_Aim of the exercise_
A word-for-word printout of the whole listing is needed.

_Provided data_

^^^^

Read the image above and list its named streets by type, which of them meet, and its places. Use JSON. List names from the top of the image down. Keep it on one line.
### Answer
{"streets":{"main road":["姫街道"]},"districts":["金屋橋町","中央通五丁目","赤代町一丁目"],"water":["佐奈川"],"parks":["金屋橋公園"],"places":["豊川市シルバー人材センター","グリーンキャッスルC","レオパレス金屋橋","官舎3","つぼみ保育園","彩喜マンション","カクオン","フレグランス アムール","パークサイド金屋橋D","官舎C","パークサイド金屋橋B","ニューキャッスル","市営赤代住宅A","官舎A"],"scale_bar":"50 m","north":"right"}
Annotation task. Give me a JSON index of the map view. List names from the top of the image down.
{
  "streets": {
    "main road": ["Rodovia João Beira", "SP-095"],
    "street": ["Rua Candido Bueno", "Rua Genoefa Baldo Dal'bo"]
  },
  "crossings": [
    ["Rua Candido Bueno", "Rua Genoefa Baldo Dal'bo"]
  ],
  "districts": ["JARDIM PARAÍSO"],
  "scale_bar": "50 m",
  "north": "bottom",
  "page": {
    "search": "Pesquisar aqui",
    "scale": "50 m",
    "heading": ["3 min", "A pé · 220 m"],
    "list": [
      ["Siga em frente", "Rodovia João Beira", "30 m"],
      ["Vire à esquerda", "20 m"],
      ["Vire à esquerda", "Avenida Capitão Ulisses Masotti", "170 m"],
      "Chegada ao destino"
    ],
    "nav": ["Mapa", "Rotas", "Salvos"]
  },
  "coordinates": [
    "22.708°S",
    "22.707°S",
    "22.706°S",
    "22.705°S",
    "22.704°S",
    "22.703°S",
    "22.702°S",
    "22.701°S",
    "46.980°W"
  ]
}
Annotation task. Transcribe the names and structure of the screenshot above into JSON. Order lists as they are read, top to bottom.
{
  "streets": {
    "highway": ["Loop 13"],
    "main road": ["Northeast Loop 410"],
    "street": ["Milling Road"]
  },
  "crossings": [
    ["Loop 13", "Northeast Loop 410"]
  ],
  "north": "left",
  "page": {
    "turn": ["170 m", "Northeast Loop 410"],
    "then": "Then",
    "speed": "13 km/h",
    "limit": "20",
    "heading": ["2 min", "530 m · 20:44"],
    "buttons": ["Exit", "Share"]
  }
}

^^^^

_Answer for this exercise_
Read the image above and list its named streets by type, which of them meet, and its places. Use JSON. List names from the top of the image down. Keep it on one line.
### Answer
{"streets":{"main road":["姫街道"]},"districts":["金屋橋町","中央通五丁目","赤代町一丁目"],"water":["佐奈川"],"parks":["金屋橋公園"],"places":["豊川市シルバー人材センター","グリーンキャッスルC","レオパレス金屋橋","官舎3","つぼみ保育園","彩喜マンション","カクオン","フレグランス アムール","パークサイド金屋橋D","官舎C","パークサイド金屋橋B","ニューキャッスル","市営赤代住宅A","官舎A"],"scale_bar":"50 m","north":"right"}
Annotation task. Give me a JSON index of the map view. List names from the top of the image down.
{
  "streets": {
    "main road": ["Rodovia João Beira", "SP-095"],
    "street": ["Rua Candido Bueno", "Rua Genoefa Baldo Dal'bo"]
  },
  "crossings": [
    ["Rua Candido Bueno", "Rua Genoefa Baldo Dal'bo"]
  ],
  "districts": ["JARDIM PARAÍSO"],
  "scale_bar": "50 m",
  "north": "bottom",
  "page": {
    "search": "Pesquisar aqui",
    "scale": "50 m",
    "heading": ["3 min", "A pé · 220 m"],
    "list": [
      ["Siga em frente", "Rodovia João Beira", "30 m"],
      ["Vire à esquerda", "20 m"],
      ["Vire à esquerda", "Avenida Capitão Ulisses Masotti", "170 m"],
      "Chegada ao destino"
    ],
    "nav": ["Mapa", "Rotas", "Salvos"]
  },
  "coordinates": [
    "22.708°S",
    "22.707°S",
    "22.706°S",
    "22.705°S",
    "22.704°S",
    "22.703°S",
    "22.702°S",
    "22.701°S",
    "46.980°W"
  ]
}
Annotation task. Transcribe the names and structure of the screenshot above into JSON. Order lists as they are read, top to bottom.
{
  "streets": {
    "highway": ["Loop 13"],
    "main road": ["Northeast Loop 410"],
    "street": ["Milling Road"]
  },
  "crossings": [
    ["Loop 13", "Northeast Loop 410"]
  ],
  "north": "left",
  "page": {
    "turn": ["170 m", "Northeast Loop 410"],
    "then": "Then",
    "speed": "13 km/h",
    "limit": "20",
    "heading": ["2 min", "530 m · 20:44"],
    "buttons": ["Exit", "Share"]
  }
}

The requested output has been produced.